◆ **THE PROBLEM**: Return, exactly as written, all lines from the line containing "[1298,1437,42]" to the end of the entries below, with both ends included.

┌────────

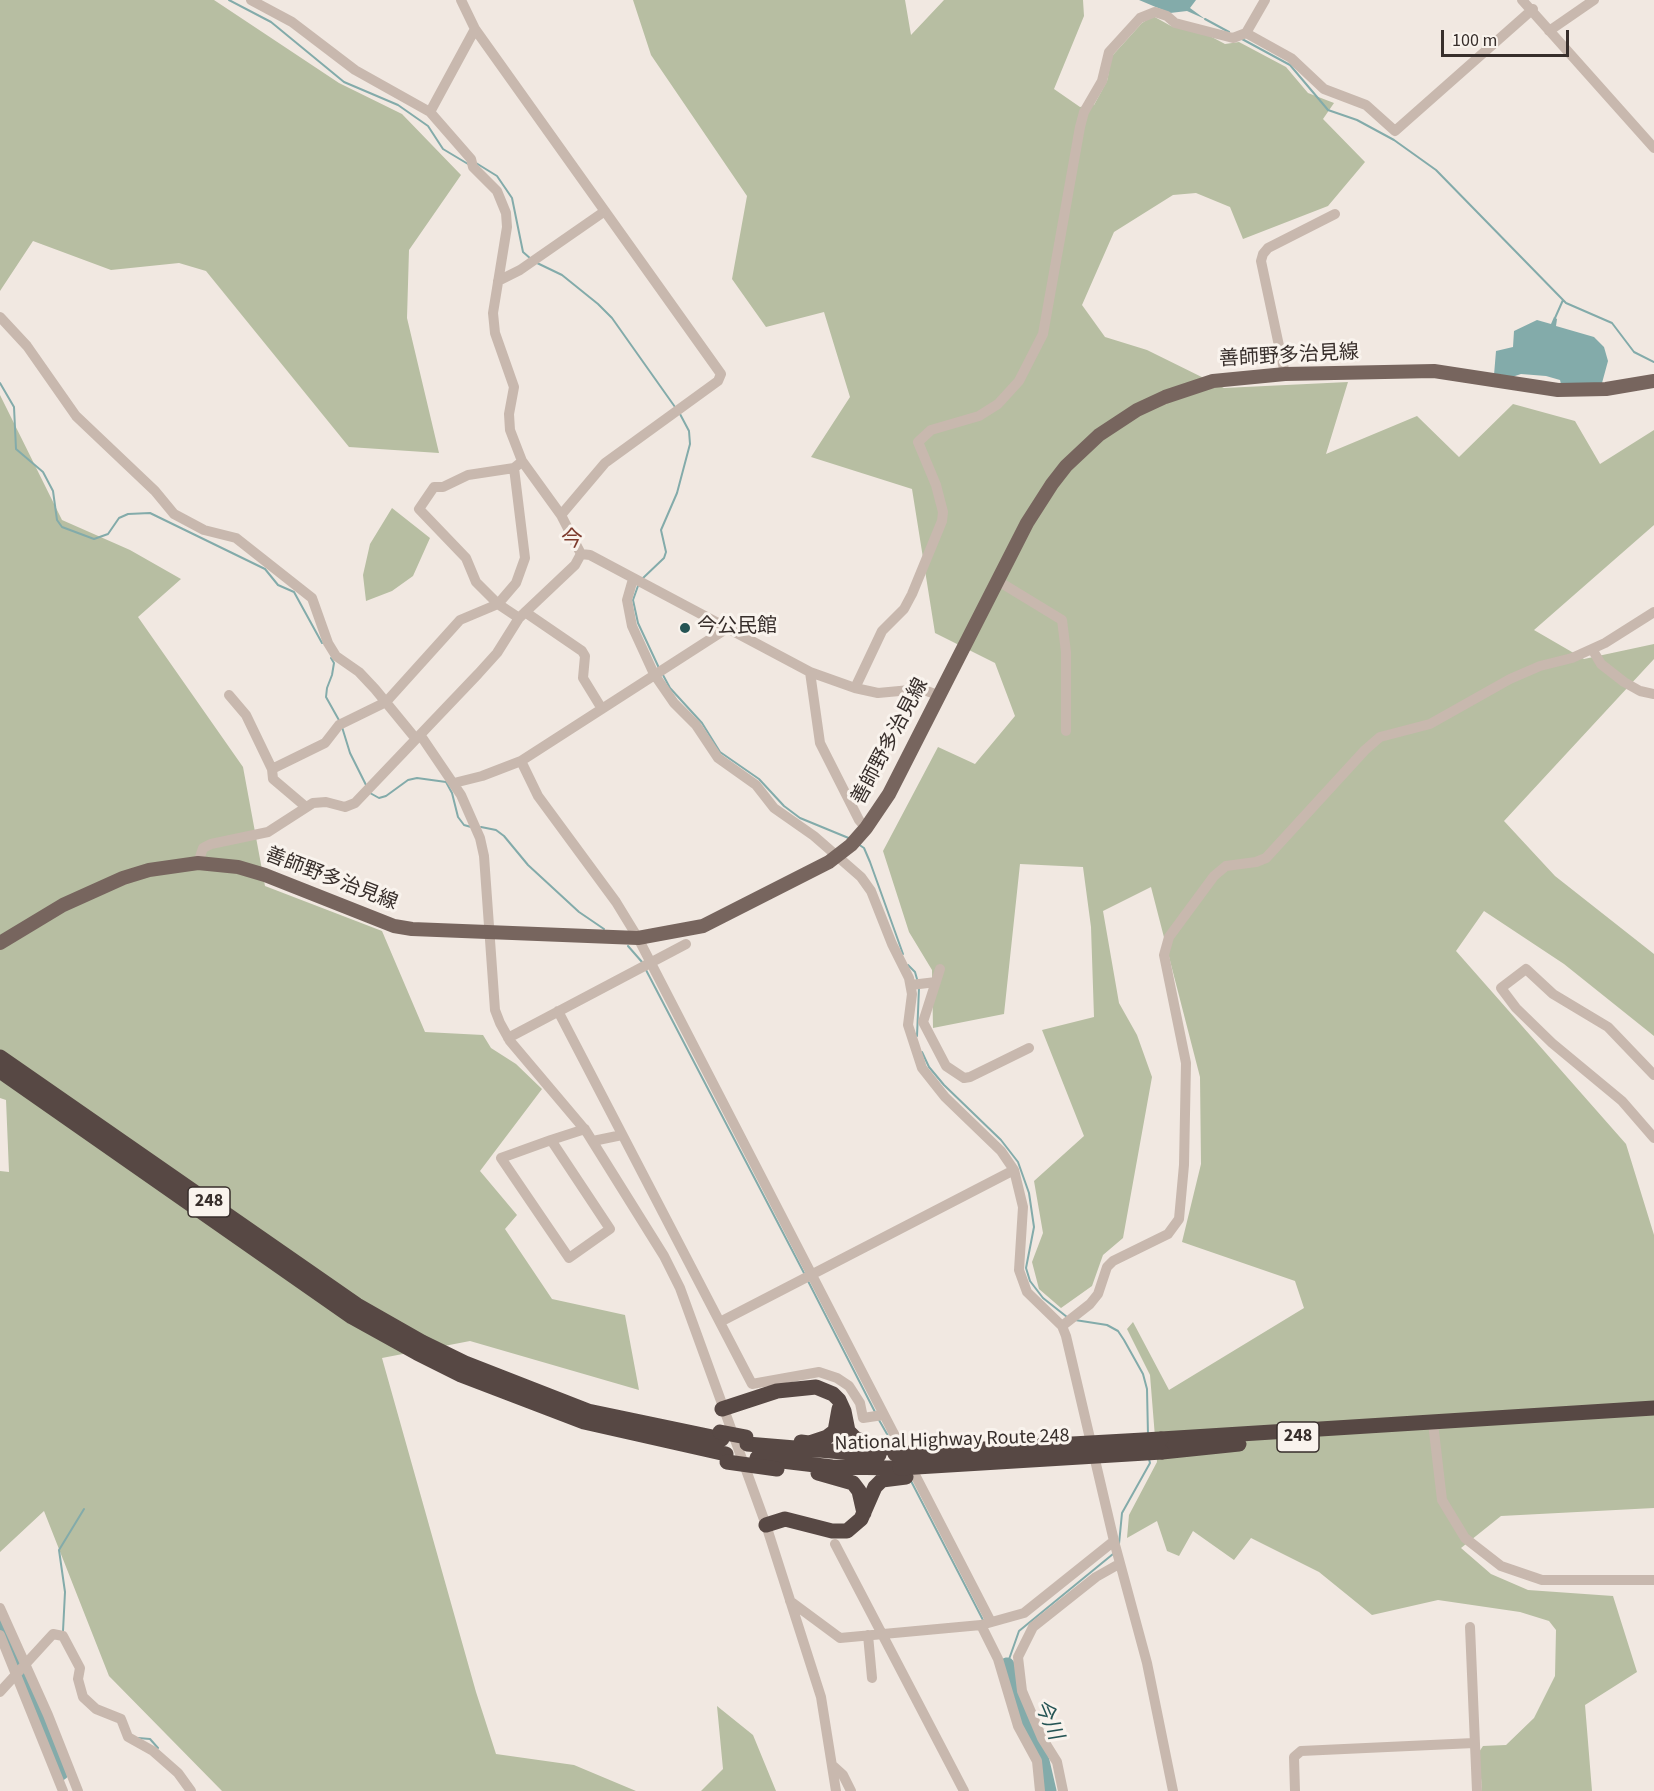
<!DOCTYPE html>
<html>
<head>
<meta charset="utf-8">
<style>
  body { margin:0 }
  #map { position:relative; width:1654px; height:1791px; overflow:hidden; background:#f1e8e1; font-family:"Source Sans 3",sans-serif }
  canvas { display:block }
  .scale { position:absolute; left:1441px; top:30px; width:128px; height:27px; box-sizing:border-box; border:3px solid #372e2b; border-top:0; padding-left:8px; font-size:18px; line-height:21px; white-space:nowrap; color:#372e2b; -webkit-text-stroke:4px #f9f3ed; paint-order:stroke }
</style>
</head>
<body>
<div id="map">
<canvas width="1654" height="1791"></canvas>
<div class="scale">100 m</div>
</div>
<script>
const ctx = document.querySelector('canvas').getContext('2d');
ctx.lineJoin = 'round';
function fill(path, color) { ctx.fillStyle = color; ctx.fill(path, 'evenodd'); }
const shape = rows => new Path2D(rows.map(r => 'M' + r).join(''));
function strokePath(path, color, width, dash) { ctx.strokeStyle = color; ctx.lineWidth = width; ctx.lineCap = dash ? 'butt' : 'round'; ctx.setLineDash(dash || []); ctx.stroke(path); }
function label(font, color, halo, rows, align = 'center') {
  ctx.font = font + ' "Source Sans 3","Noto Sans JP",sans-serif'; ctx.lineWidth = 6; ctx.setLineDash([]); ctx.textBaseline = 'middle'; ctx.strokeStyle = halo; ctx.fillStyle = color; for (const [text, x, y, turn = 0] of rows) {
    ctx.save(); ctx.translate(x, y); ctx.rotate((+turn || 0) * Math.PI / 180); ctx.textAlign = isNaN(turn) ? turn : align; if (halo) ctx.strokeText(text, 0, 0); ctx.fillText(text, 0, 0); ctx.restore();
  }
}
fill(shape([
  [0,0,214,0,339,83,402,114,461,175,409,250,407,318,439,453,349,447,206,271,179,263,111,270,33,241,0,291],
  [633,0,905,0,911,35,944,0,1083,0,1084,16,1054,89,1080,107,1094,105,1107,81,1112,56,1142,23,1153,16,1171,26,1208,35,1225,44,1239,42,1286,67,1308,93,1334,103,1323,119,1365,162,1328,206,1243,239,1230,207,1196,193,1173,195,1114,232,1082,305,1105,337,1147,350,1224,388,1348,382,1326,454,1417,416,1459,457,1513,404,1575,421,1600,464,1654,430,1654,525,1534,630,1584,659,1654,644,1654,659,1504,821,1555,876,1654,954,1654,1036,1564,964,1484,911,1456,951,1626,1144,1654,1235,1654,1508,1501,1516,1461,1548,1491,1574,1528,1590,1613,1596,1637,1672,1585,1705,1592,1791,1482,1791,1479,1752,1483,1746,1506,1745,1534,1718,1555,1676,1556,1630,1549,1621,1520,1612,1438,1600,1372,1615,1319,1572,1251,1538,1234,1560,1193,1531,1179,1556,1167,1551,1157,1521,1127,1538,1129,1515,1157,1462,1150,1375,1127,1329,1133,1322,1169,1390,1304,1308,1295,1281,1182,1242,1201,1164,1200,1077,1151,887,1103,911,1119,1003,1137,1035,1152,1077,1123,1238,1103,1255,1092,1286,1061,1308,1039,1289,1032,1262,1043,1233,1034,1181,1084,1136,1042,1030,1094,1017,1091,927,1083,867,1020,864,1004,1014,933,1028,932,970,909,932,883,851,938,747,975,764,1015,716,995,663,935,633,912,489,811,457,850,397,824,312,766,327,732,279,747,196,651,55],
  [0,395,62,520,130,550,181,579,138,617,243,767,265,886,382,931,425,1032,483,1035,491,1048,516,1064,542,1089,480,1171,517,1215,505,1229,552,1299,625,1315,639,1390,470,1341,382,1358,476,1692,496,1754,574,1765,636,1791,222,1791,109,1676,44,1511,0,1552,0,1171,9,1172,6,1100,0,1098],
  [392,508,430,538,413,576,392,591,366,601,363,575,370,544],
  [717,1706,753,1735,776,1791,701,1791,723,1769]
]), '#b7bea2');
fill(shape([
  [1139,0,1196,0,1190,8,1205,19,1187,11,1170,13],
  [1554,317,1557,319,1556,326,1594,337,1604,347,1608,361,1602,383,1561,384,1560,380,1546,376,1521,374,1509,378,1494,375,1496,351,1513,347,1514,331,1537,320,1551,324]
]), '#83abaa');
strokePath(shape([
  [229,0,271,22,344,82,398,105,428,126,443,149,468,164],
  [1205,19,1229,32],
  [1242,39,1290,65,1328,110,1357,120,1394,140,1436,170,1566,303,1612,323,1634,352,1654,362],
  [476,163,497,176,512,198,523,252,531,259],
  [535,262,562,275,598,304,612,318,675,407],
  [1555,318,1563,300],
  [0,383,14,407,16,449,43,472,53,491,57,520,62,527,94,539,108,534,119,518,128,514,150,513,265,569,278,585,294,592,322,643],
  [642,579,664,558,666,552,661,530,677,493,690,444,689,431,680,414],
  [639,583,633,600,638,623,659,668],
  [331,658,334,663,332,675,327,688,326,697,340,722],
  [663,675,670,688,702,723,720,752,759,779,784,806,800,818,851,839],
  [342,727,350,753,366,785],
  [370,793,379,798,386,796,408,780,417,778,446,782,452,793,458,817,464,825,471,827],
  [481,827,496,830,504,836,528,865,579,912,604,929],
  [858,844,864,848,870,862,903,954],
  [628,946,642,962],
  [908,965,915,972,917,979],
  [646,970,804,1273],
  [917,1036,919,988],
  [922,1052,929,1067,944,1085,1001,1140,1018,1162,1029,1193,1034,1227,1026,1268,1030,1281,1043,1298,1067,1317],
  [808,1281,875,1412],
  [1075,1320,1107,1325,1118,1331,1124,1340,1143,1374,1147,1389,1148,1435],
  [879,1420,891,1441],
  [911,1481,983,1620],
  [1119,1544,1122,1513,1150,1463,1149,1459],
  [63,1631,65,1592,59,1550,84,1509],
  [1007,1665,1019,1631,1113,1554],
  [138,1738,150,1739,158,1748]
]), '#83abaa', 2);
strokePath(shape([
  [0,1620,61,1773],
  [1007,1665,1011,1688,1042,1761,1049,1791]
]), '#83abaa', 15);
strokePath(shape([
  [251,0,292,22,355,70,430,112,471,159,473,167,497,191,506,213,507,227,493,313,495,333,514,387,509,414,510,430,522,461,561,515,581,554],
  [461,0,475,29,721,374,718,381,605,463,561,515],
  [1522,0,1654,148],
  [1549,31,1594,0],
  [1246,33,1291,58,1324,89,1366,105,1395,131,1533,9],
  [430,112,475,29],
  [498,281,520,270,605,211],
  [0,317,27,346,76,416,155,491,174,514,204,530,236,538,312,598,328,643,336,656,359,672,375,689,416,739],
  [1285,374,1261,261,1263,254,1268,248,1335,214],
  [581,554,590,555,810,672,855,688,878,693,921,689,938,695],
  [633,579,627,600,632,626,654,674,674,703,696,725,718,758,756,785,774,808,814,836,861,877,871,891,892,944,909,978,912,994,908,1025,922,1068,945,1097,1001,1151,1014,1170,1023,1207,1019,1270,1027,1292,1062,1326,1066,1336,1114,1541,1147,1663,1173,1791],
  [998,581,1062,620,1066,652,1066,731],
  [525,612,582,651,585,656,583,678,602,709],
  [519,618,498,604,476,582,466,558,419,509,434,487,443,487,468,475,514,468,519,464],
  [1592,649,1601,664,1624,682,1640,691,1654,694],
  [810,672,820,743,859,820,866,828],
  [855,688,882,631,904,609,912,594,942,521,943,512,936,485,918,442,931,430,979,416,998,404,1019,381,1043,334,1080,127,1084,112,1102,81,1109,52,1140,18,1155,12,1167,16,1175,23,1233,38,1246,33,1265,0],
  [229,695,246,715,272,769],
  [421,736,461,795,480,838,484,856,495,1010,500,1023,510,1041,586,1131,664,1256,680,1288,766,1525,821,1697,836,1791],
  [521,761,538,796,616,902,638,938,991,1622],
  [454,783,482,776,521,761,726,629],
  [306,807,273,779,272,769,325,743,339,725,386,702,460,620,498,604,516,583,525,558,514,468],
  [198,863,203,848,211,844,268,832,313,803,326,802,345,807,355,803,478,674,497,653,519,618,575,565,581,554],
  [940,969,923,1022,946,1066,964,1078,970,1077,1029,1048],
  [911,985,936,982],
  [558,1011,752,1384,819,1372,837,1378,849,1386,860,1403,863,1418,883,1415],
  [508,1038,686,944],
  [1654,1075,1608,1027,1553,994,1526,969,1501,988,1516,1008,1552,1043,1622,1101,1654,1138],
  [551,1140,610,1229,569,1258,501,1158,551,1140,585,1129],
  [593,1141,622,1135],
  [720,1322,1014,1170],
  [1062,1326,1090,1304,1098,1294,1107,1267,1113,1261,1168,1234,1179,1219,1184,1165,1186,1063,1164,955,1169,937,1214,876,1226,866,1256,862,1266,858,1365,750,1380,737,1430,724,1510,679,1540,666,1572,658,1605,643,1654,612],
  [1433,1423,1442,1500,1465,1538,1501,1566,1542,1580,1654,1580],
  [835,1544,964,1791],
  [790,1601,840,1638,981,1625,1024,1613,1114,1541],
  [0,1608,48,1715,78,1791],
  [981,1625,998,1659,1018,1726,1037,1761,1040,1791],
  [1470,1627,1477,1791],
  [0,1635,63,1791],
  [868,1635,872,1678],
  [0,1692,53,1634,63,1636,80,1668,78,1679,83,1697,96,1709,121,1719,128,1737,153,1751,178,1773,191,1791],
  [832,1765,843,1775,851,1791],
  [1063,1791,1057,1762,1042,1738,1022,1691,1018,1657,1033,1627,1096,1577,1119,1564],
  [1295,1791,1294,1757,1301,1751,1474,1743]
]), '#c8b8ae', 10);
strokePath(shape([
  [0,943,63,905,123,878,149,870,198,863,238,867,265,875,394,926,412,929,638,938,703,926,829,862,851,845,866,828,889,794,1027,523,1052,484,1066,466,1099,435,1137,410,1165,397,1213,381,1285,374,1434,371,1558,390,1606,389,1654,381]
]), '#77655e', 14);
strokePath(shape([
  [0,1057,357,1305,422,1342,465,1363,588,1411,722,1439],
  [0,1071,352,1317,417,1353,461,1375,584,1422,726,1454],
  [722,1409,777,1391,816,1387,833,1394,839,1400,844,1411,848,1431,855,1438,871,1446,891,1448],
  [1161,1439,1654,1408],
  [801,1442,809,1443,827,1437,835,1431,839,1409],
  [747,1444,879,1455],
  [1162,1452,1239,1444],
  [757,1458,832,1467,900,1468],
  [818,1473,853,1483,859,1491,864,1513],
  [766,1525,785,1519,832,1531,847,1531,861,1519,875,1487,882,1480,906,1477]
]), '#574844', 15);
strokePath(shape([
  [720,1432,746,1437],
  [895,1454,1161,1439],
  [727,1462,777,1469],
  [900,1468,1162,1452]
]), '#574844', 15);
for (const [x, y, r, color] of [
  [685,628,6,"#255454"]
]) { const dot = new Path2D(); dot.arc(x, y, r, 0, 2 * Math.PI); ctx.fillStyle = color; ctx.fill(dot); strokePath(dot, '#f9f3ed', 2); }
for (const [x, y, w] of [
  [209,1202,42],
  [1298,1437,42]
]) { const box = new Path2D(); box.roundRect(x - w / 2, y - 15, w, 30, 4.5); ctx.fillStyle = '#f9f3ed'; ctx.fill(box); strokePath(box, '#372e2b', 1.5); }
label('bold 18px', '#372e2b', null, [
  ["248",209,1202],
  ["248",1298,1437]
]);
label('20px', '#372e2b', '#f9f3ed', [
  ["善師野多治見線",1289,357,-3],
  ["善師野多治見線",891,742,-62],
  ["善師野多治見線",331,880,21],
  ["National Highway Route 248",952,1441,-2]
]);
label('20px', '#372e2b', '#f9f3ed', [
  ["今公民館",697,628]
], 'left');
label('italic 21px', '#255454', '#f9f3ed', [
  ["今川",1047,1720,67]
]);
label('22px', '#7d3b2d', '#f9f3ed', [
  ["今",572,541]
]);
</script>
</body>
</html>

└────────

◆ **RESULT FOR THIS EXERCISE**:
  [1298,1437,42]
]) { const box = new Path2D(); box.roundRect(x - w / 2, y - 15, w, 30, 4.5); ctx.fillStyle = '#f9f3ed'; ctx.fill(box); strokePath(box, '#372e2b', 1.5); }
label('bold 18px', '#372e2b', null, [
  ["248",209,1202],
  ["248",1298,1437]
]);
label('20px', '#372e2b', '#f9f3ed', [
  ["善師野多治見線",1289,357,-3],
  ["善師野多治見線",891,742,-62],
  ["善師野多治見線",331,880,21],
  ["National Highway Route 248",952,1441,-2]
]);
label('20px', '#372e2b', '#f9f3ed', [
  ["今公民館",697,628]
], 'left');
label('italic 21px', '#255454', '#f9f3ed', [
  ["今川",1047,1720,67]
]);
label('22px', '#7d3b2d', '#f9f3ed', [
  ["今",572,541]
]);
</script>
</body>
</html>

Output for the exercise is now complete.